Approval requests expire after a configurable window (default: 24 hours). Expired requests close with a denied outcome.

Approval channels

Configure where approval notifications are sent in Settings → Approvals:

ChannelHow it works
DashboardApproval requests appear in the Formael management console
SlackNotifications posted to a configured channel with approve/deny buttons
EmailEmail sent to configured approvers with a link to the approval interface

Policy rule priority

When multiple rules match an intent, rules are evaluated in priority order (lower number = higher priority). The first matching rule's action determines the verdict for that axis.

If no rules match, the platform applies the default behavior:

  • Identity, Semantic, Fiscal: default allow (rules are additive restrictions)
  • Risk: evaluated against your tier's threshold — no rules required

Default-allow vs default-deny

By default, the platform is default-allow for the identity, semantic, and fiscal axes. If you create no rules, all intents pass those axes (subject to risk scoring).

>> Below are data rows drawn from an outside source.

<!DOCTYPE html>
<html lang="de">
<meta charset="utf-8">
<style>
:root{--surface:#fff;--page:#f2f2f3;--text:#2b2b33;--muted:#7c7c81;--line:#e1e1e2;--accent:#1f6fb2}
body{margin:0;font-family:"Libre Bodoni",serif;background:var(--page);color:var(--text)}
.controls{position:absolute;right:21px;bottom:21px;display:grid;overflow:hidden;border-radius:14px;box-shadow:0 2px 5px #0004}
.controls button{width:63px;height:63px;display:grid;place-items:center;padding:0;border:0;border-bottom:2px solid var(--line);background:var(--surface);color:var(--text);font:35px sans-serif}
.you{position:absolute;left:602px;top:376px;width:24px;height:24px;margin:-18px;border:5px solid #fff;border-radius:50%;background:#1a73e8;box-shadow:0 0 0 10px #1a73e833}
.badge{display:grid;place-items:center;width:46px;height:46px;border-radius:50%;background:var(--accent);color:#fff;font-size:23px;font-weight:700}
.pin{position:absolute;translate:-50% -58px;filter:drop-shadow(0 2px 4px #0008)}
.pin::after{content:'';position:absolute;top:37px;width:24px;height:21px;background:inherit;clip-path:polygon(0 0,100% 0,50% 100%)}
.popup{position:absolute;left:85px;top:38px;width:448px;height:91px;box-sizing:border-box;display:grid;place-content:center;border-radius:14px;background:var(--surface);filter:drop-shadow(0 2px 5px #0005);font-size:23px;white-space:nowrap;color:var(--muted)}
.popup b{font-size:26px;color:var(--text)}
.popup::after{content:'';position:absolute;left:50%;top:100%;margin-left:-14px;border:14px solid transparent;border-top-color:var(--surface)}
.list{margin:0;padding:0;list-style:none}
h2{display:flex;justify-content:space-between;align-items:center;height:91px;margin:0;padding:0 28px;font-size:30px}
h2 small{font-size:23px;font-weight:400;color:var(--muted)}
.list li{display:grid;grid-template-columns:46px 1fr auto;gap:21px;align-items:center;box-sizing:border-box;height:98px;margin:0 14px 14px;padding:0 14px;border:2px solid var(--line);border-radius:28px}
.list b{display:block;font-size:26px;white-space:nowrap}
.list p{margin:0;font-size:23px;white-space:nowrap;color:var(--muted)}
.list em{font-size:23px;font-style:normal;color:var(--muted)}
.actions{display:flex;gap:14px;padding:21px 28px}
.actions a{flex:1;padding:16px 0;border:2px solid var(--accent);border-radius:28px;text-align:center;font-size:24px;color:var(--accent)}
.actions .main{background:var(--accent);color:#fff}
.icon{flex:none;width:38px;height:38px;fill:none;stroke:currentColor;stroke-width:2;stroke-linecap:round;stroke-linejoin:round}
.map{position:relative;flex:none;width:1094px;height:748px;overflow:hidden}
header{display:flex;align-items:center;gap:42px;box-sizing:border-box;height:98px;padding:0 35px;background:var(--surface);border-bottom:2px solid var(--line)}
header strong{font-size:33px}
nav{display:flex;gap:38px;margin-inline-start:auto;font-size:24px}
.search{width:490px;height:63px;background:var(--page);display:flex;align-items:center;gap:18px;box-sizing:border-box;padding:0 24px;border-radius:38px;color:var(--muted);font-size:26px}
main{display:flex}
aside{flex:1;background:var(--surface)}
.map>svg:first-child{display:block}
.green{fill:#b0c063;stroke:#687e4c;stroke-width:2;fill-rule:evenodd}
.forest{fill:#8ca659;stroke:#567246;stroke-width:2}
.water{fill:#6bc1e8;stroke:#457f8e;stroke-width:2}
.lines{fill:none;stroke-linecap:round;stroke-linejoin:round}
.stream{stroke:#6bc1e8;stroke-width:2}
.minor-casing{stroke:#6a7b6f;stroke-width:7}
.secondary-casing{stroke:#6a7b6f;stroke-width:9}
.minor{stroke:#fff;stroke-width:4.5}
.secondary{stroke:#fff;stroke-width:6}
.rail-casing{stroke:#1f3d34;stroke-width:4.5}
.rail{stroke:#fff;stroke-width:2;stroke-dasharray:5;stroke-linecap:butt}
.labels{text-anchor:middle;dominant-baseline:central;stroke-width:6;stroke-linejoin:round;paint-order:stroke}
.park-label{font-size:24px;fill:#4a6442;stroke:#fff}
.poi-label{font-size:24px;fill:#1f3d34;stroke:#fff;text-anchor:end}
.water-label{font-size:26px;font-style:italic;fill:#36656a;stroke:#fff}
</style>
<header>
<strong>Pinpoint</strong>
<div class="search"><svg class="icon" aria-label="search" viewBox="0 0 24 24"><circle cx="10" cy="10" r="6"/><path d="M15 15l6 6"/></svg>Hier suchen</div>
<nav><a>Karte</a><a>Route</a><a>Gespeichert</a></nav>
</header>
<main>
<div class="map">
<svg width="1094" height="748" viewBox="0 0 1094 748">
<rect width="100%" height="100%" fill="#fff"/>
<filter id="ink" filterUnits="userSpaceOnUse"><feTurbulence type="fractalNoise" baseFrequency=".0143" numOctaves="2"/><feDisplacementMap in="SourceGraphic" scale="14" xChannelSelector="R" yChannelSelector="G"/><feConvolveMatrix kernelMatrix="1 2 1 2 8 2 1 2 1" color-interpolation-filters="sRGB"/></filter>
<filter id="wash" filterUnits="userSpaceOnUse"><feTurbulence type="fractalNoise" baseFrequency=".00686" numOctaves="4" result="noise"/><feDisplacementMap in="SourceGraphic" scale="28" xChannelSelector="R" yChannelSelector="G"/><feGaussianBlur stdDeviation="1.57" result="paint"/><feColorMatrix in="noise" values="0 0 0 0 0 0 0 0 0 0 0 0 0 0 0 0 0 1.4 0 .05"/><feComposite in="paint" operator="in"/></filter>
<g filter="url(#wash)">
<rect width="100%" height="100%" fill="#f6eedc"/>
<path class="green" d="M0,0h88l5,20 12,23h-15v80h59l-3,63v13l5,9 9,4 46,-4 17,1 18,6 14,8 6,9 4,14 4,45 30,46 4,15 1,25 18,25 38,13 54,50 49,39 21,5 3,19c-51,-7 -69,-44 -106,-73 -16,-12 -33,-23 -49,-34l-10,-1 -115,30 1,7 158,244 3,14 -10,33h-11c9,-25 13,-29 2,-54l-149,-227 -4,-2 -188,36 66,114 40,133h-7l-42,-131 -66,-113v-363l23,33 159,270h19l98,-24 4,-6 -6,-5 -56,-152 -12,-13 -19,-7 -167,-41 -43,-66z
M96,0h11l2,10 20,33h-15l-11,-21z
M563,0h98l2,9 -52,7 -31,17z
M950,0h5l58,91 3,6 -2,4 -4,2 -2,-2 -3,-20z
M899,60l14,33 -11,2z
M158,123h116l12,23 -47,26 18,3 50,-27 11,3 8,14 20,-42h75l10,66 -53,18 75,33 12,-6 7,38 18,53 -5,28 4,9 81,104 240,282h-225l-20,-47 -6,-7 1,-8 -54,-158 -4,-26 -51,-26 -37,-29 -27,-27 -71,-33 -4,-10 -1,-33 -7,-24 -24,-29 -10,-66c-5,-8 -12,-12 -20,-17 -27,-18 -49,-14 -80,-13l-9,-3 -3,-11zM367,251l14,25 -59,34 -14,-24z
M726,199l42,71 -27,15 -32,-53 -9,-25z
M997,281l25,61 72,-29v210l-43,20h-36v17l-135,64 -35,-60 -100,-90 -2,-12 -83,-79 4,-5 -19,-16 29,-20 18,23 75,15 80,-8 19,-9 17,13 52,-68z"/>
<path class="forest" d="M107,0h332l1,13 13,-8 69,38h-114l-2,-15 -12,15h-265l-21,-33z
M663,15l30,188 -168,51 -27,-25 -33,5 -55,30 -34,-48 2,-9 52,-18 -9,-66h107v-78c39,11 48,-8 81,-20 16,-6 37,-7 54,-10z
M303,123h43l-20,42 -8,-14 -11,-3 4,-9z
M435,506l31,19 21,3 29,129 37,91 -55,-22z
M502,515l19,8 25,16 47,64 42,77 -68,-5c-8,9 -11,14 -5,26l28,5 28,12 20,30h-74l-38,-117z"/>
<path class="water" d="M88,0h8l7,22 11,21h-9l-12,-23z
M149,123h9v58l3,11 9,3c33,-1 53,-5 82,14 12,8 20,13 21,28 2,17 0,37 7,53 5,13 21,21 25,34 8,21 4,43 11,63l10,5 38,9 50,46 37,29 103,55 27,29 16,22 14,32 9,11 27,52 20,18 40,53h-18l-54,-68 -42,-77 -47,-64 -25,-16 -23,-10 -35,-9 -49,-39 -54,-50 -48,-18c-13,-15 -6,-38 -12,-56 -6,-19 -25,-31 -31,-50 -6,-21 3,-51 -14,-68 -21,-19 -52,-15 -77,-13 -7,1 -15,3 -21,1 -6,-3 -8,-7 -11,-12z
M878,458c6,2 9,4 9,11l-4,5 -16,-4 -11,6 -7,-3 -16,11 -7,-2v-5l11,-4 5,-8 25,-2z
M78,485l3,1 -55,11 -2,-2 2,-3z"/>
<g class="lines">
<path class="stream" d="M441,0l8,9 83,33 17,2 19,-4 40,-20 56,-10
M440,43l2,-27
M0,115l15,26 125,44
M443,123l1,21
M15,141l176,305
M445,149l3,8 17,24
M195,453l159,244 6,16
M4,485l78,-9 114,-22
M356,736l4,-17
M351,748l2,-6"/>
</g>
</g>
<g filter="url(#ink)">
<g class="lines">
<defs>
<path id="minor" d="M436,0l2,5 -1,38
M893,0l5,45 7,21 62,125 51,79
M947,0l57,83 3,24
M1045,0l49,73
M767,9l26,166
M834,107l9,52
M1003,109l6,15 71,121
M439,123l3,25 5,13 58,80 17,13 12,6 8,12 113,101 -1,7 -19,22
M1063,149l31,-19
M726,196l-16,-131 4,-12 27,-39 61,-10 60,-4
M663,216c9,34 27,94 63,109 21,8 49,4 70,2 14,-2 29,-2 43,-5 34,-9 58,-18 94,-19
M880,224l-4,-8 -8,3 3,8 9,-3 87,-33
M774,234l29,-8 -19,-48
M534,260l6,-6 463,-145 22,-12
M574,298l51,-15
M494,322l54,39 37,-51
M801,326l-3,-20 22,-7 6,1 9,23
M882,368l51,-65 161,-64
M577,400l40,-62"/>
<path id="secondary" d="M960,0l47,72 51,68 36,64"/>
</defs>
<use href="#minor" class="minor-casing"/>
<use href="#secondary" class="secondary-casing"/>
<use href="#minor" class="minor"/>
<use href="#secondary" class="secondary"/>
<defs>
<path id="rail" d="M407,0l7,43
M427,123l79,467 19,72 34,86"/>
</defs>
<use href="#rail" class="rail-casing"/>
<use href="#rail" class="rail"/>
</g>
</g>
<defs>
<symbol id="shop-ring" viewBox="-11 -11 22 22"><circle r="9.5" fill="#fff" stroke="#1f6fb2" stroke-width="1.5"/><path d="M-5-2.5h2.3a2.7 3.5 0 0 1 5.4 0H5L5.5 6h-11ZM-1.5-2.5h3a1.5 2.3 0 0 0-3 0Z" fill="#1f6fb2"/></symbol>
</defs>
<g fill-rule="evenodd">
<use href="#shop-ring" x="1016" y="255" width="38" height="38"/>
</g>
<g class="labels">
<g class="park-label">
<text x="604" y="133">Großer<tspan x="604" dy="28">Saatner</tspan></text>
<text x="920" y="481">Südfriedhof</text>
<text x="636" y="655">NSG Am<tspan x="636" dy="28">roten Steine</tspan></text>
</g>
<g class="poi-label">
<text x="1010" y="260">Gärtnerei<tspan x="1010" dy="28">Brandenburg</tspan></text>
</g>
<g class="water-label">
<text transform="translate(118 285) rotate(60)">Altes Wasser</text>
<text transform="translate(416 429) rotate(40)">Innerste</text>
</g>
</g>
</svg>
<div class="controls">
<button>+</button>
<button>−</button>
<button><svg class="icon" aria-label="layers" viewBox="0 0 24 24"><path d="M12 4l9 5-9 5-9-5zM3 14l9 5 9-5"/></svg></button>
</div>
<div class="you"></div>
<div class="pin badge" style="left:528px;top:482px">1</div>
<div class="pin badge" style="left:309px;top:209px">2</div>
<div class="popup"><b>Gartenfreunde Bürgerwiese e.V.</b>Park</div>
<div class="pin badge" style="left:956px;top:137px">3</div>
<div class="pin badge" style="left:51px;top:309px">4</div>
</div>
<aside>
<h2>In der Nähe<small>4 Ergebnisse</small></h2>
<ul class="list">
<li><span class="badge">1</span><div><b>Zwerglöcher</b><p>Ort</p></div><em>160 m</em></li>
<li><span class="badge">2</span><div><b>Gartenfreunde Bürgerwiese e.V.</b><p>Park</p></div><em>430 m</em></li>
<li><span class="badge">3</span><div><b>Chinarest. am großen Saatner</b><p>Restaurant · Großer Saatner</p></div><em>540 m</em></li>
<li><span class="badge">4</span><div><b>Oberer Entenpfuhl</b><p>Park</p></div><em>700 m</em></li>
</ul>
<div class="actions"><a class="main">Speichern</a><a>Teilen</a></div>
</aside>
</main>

Enterprise organizations can switch to default-deny by adding a catch-all deny rule at the lowest priority. This is recommended for teams requiring explicit approval of every new capability usage:

{
  "axis": "identity",
  "priority": 9999,
  "condition": { "matchAll": true },
  "action": "deny",
  "description": "Default deny — all capabilities require an explicit allow rule"
}

Policy verdicts in the audit trail

Every policy evaluation is recorded permanently, including:

  • The verdict for each axis
  • The specific rule that triggered each verdict
  • The computed risk score and per-dimension breakdown
  • The evaluation timestamp and duration

This record is immutable. It cannot be altered after the fact, making it suitable for compliance reporting. You can query it via the Management Plane.